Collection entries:
+ + + +

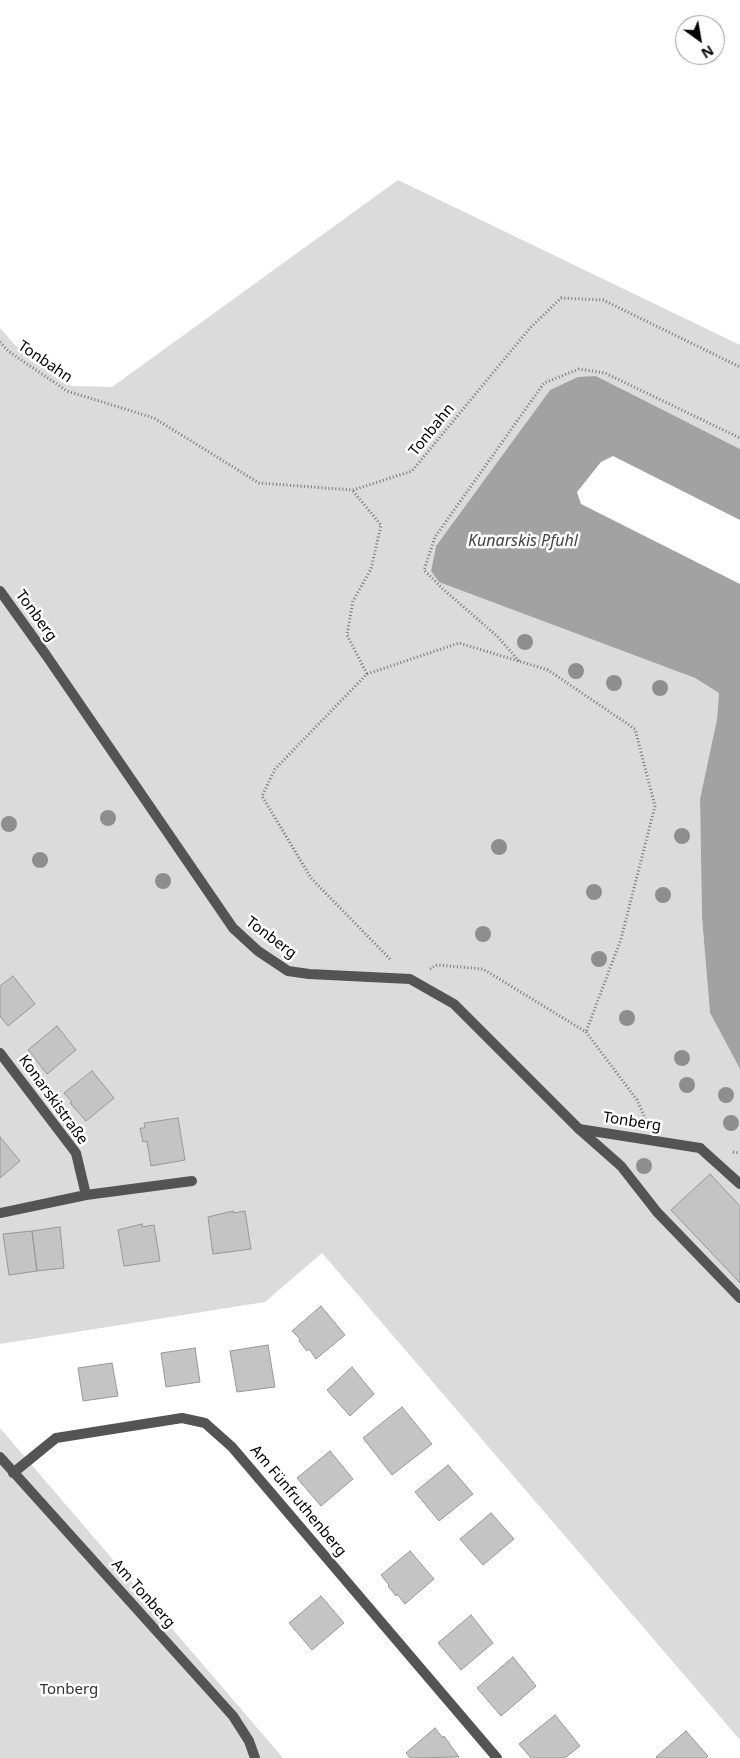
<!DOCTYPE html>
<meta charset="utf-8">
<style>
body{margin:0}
#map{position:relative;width:740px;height:1758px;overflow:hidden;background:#fff;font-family:"Noto Sans",sans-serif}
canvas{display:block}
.north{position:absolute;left:675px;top:15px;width:50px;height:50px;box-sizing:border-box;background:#fff;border:1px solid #999;border-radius:50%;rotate:148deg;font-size:14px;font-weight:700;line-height:20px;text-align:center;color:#000}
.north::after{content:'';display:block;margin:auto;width:18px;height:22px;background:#000;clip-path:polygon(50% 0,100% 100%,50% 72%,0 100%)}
</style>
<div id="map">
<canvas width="740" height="1758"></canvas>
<div class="north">N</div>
</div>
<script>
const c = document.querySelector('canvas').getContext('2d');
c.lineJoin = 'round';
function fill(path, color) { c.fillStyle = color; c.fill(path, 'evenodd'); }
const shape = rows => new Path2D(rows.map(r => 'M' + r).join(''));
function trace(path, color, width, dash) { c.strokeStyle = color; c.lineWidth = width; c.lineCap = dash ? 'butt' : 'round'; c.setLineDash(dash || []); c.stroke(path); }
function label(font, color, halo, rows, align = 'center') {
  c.font = font + ' "Noto Sans",sans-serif'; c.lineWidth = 5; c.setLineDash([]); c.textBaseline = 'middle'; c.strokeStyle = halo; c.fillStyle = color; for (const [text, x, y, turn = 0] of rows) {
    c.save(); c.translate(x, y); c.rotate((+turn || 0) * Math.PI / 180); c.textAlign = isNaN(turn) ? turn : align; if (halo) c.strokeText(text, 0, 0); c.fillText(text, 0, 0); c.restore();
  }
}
fill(shape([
 [398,180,740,345,740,449,596,376,578,378,550,390,436,546,431,571,440,582,695,678,719,693,717,719,700,799,702,918,710,1013,740,1069,740,1740,322,1253,265,1302,0,1344,0,328,16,346,72,386,112,387],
 [0,1428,283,1758,0,1758]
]), '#dbdbdb');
fill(shape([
 [596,376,740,449,740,520,613,456,601,462,577,492,581,504,740,584,740,1069,710,1013,702,918,700,799,717,719,719,693,695,678,439,582,431,571,436,546,550,390,578,377]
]), '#a2a2a2');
const building = shape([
 [13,976,35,1004,8,1026,0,1016,0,986,13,976],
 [57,1026,76,1050,47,1074,28,1050,57,1026],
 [92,1071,114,1098,86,1121,70,1103,72,1102,64,1093,92,1071],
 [178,1118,185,1160,151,1166,147,1141,143,1142,140,1128,145,1128,144,1123,178,1118],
 [0,1137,20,1161,0,1178,0,1137],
 [710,1174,740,1206,740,1283,671,1210,710,1174],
 [233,1211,233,1213,245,1211,251,1249,213,1254,208,1217,233,1211],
 [142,1224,142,1227,154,1225,160,1261,124,1266,118,1230,142,1224],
 [60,1227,64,1268,37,1271,32,1231,60,1227],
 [32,1231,37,1271,9,1275,3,1234,32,1231],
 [321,1306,345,1335,316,1359,309,1349,307,1351,299,1341,300,1339,292,1331,321,1306],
 [268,1345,275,1387,237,1392,230,1351,268,1345],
 [195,1348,200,1382,166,1387,161,1353,195,1348],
 [112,1363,118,1396,83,1401,78,1368,112,1363],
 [352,1367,374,1394,350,1416,327,1390,352,1367],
 [402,1407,432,1444,392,1475,363,1438,402,1407],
 [330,1451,353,1479,321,1506,297,1478,330,1451],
 [448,1465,473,1494,439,1521,415,1492,448,1465],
 [491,1513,514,1539,483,1565,460,1539,491,1513],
 [410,1551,434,1579,405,1604,397,1594,396,1596,388,1586,389,1585,381,1575,410,1551],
 [321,1596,344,1623,312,1650,289,1623,321,1596],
 [471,1615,493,1643,461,1670,438,1643,471,1615],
 [513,1657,536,1686,501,1716,477,1688,513,1657],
 [555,1715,580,1746,565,1758,531,1758,519,1744,555,1715],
 [435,1728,443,1738,444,1736,459,1757,410,1758,406,1753,435,1728],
 [686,1731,708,1756,706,1758,657,1758,656,1757,686,1731]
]);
fill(building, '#c4c4c4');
trace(building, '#989898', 1);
trace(shape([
 [0,342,8,351,67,391,154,418,259,483,353,490,412,471,530,328,561,298,603,300,740,367],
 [353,491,381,525,371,569,353,601,347,635,367,674],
 [519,661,497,636,443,589,424,570,435,537,544,383,579,369,605,373,740,438],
 [390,959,311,878,262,796,275,769,367,674,459,643,548,670,635,729,655,806,621,939,586,1032],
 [430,969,437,965,483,969,586,1032,637,1100,647,1122],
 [733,1152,740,1153]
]), '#767676', 3, [1, 2.5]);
trace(shape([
 [579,1129,621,1166,657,1212,740,1298],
 [700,1148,740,1184]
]), '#545454', 10);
trace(shape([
 [0,591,46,655,233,928,258,951,288,971,309,974,410,979,454,1004,579,1129,700,1148],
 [0,1053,76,1153,86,1195],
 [0,1213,86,1195,192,1181],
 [0,1457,233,1716,249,1741,255,1758],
 [13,1473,56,1438,182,1418,205,1423,232,1447,497,1758]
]), '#545454', 10);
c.fillStyle = '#8e8e8e';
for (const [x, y] of [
 [525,642],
 [576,671],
 [614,683],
 [660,688],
 [108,818],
 [9,824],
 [682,836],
 [499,847],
 [40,860],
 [163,881],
 [594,892],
 [663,895],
 [483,934],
 [599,959],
 [627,1018],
 [682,1058],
 [687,1085],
 [726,1095],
 [731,1123],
 [644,1166]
]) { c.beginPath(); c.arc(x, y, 8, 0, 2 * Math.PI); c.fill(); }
label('15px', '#000', '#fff', [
 ["Tonbahn",45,362,34],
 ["Tonbahn",432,430,-51],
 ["Tonberg",36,616,54],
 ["Tonberg",271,938,37],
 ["Konarskistraße",53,1100,54],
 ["Tonberg",632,1122,9],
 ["Am Fünfruthenberg",298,1501,50],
 ["Am Tonberg",143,1594,48]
]);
label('15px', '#323232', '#fff', [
 ["Tonberg",69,1690]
]);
label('italic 16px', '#434343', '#fff', [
 ["Kunarskis Pfuhl",523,541]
]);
</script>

+ + + +

*ABOUT THIS EXERCISE*.
Where a line of the data includes the string "turn", list that line.

*RESULT BELOW*.
  c.font = font + ' "Noto Sans",sans-serif'; c.lineWidth = 5; c.setLineDash([]); c.textBaseline = 'middle'; c.strokeStyle = halo; c.fillStyle = color; for (const [text, x, y, turn = 0] of rows) {
    c.save(); c.translate(x, y); c.rotate((+turn || 0) * Math.PI / 180); c.textAlign = isNaN(turn) ? turn : align; if (halo) c.strokeText(text, 0, 0); c.fillText(text, 0, 0); c.restore();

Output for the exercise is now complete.